Gerechtshof Arnhem-Leeuwarden

Datum uitspraak
1 juni 2021
Publicatiedatum
2 juni 2021
Zaaknummer
20/00507
Instantie
Gerechtshof Arnhem-Leeuwarden
Type
Uitspraak
Rechtsgebied
Bestuursrecht; Belastingrecht
Procedures
  • Hoger beroep
Vindplaatsen
  • Rechtspraak.nl
AI samenvatting door LexboostAutomatisch gegenereerd

Hoger beroep inzake middelingsverzoek en dwangsom wegens niet tijdig beslissen door de Belastingdienst

In deze zaak heeft het Gerechtshof Arnhem-Leeuwarden uitspraak gedaan op het hoger beroep van belanghebbende, [X] [Z], tegen de uitspraak van de rechtbank Gelderland.

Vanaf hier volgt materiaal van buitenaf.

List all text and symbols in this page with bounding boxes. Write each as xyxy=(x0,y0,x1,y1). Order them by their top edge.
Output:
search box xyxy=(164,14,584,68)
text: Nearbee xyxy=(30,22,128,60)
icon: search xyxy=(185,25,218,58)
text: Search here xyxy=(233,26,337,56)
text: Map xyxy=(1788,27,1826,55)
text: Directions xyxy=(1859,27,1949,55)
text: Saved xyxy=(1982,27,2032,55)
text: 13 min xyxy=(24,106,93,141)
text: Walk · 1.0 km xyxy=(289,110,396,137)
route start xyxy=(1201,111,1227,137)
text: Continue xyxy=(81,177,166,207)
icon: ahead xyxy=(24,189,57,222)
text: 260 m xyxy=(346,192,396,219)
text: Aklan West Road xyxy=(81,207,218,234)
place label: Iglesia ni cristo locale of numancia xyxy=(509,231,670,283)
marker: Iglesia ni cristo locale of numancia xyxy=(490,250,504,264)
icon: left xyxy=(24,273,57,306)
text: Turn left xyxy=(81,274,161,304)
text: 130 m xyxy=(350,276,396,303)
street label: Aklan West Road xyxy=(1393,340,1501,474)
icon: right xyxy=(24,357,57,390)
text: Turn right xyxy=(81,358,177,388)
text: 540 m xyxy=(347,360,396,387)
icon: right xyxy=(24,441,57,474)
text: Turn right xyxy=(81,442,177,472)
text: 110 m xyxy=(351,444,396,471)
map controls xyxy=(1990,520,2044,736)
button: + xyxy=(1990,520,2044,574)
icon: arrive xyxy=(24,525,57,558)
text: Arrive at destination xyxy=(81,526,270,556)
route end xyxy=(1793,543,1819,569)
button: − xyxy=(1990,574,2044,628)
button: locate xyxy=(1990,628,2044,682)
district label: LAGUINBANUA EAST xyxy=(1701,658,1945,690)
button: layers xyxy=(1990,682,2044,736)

De zaak betreft een verzoek tot middeling voor de jaren 2012 tot en met 2014, dat door de Inspecteur van de Belastingdienst is afgewezen. Belanghebbende heeft bezwaar gemaakt tegen deze afwijzing en heeft beroep ingesteld wegens het niet tijdig beslissen op het bezwaar. De rechtbank heeft het beroep ongegrond verklaard en het verzoek om een dwangsom afgewezen. Belanghebbende heeft vervolgens hoger beroep ingesteld.

Tijdens de zitting op 14 december 2020 is vastgesteld dat belanghebbende niet aanwezig was, maar dat de uitnodigingen voor de zitting tijdig en correct waren verzonden. Het Hof heeft de zaak behandeld en geconcludeerd dat de Inspecteur het middelingsverzoek terecht heeft afgewezen, omdat de teruggaaf door middeling minder dan € 545 zou bedragen. Het Hof oordeelt dat de ingebrekestelling van belanghebbende niet rechtsgeldig was, omdat deze niet duidelijk maakte dat de Inspecteur niet tijdig had beslist. Het Hof bevestigt de uitspraak van de rechtbank voor het grootste deel, maar verklaart het beroep wegens niet tijdig beslissen op het bezwaar van 15 april 2019 niet-ontvankelijk.

Het Hof heeft ook het verzoek van belanghebbende om schadevergoeding afgewezen, omdat de redelijke termijn niet was overschreden. De beslissing van het Hof is openbaar uitgesproken op 1 juni 2021.

Uitspraak

GERECHTSHOF ARNHEM - LEEUWARDEN

locatie Arnhem
nummer 20/00507
uitspraakdatum: 1 juni 2021
Uitspraak van de derde meervoudige belastingkamer
op het hoger beroep van
[X]te
[Z](hierna: belanghebbende)
tegen de uitspraak van de rechtbank Gelderland van 18 februari 2020, nummer AWB 19/5751, in het geding tussen belanghebbende en
de
inspecteurvan de
Belastingdienst/Kantoor Arnhem(hierna: de Inspecteur)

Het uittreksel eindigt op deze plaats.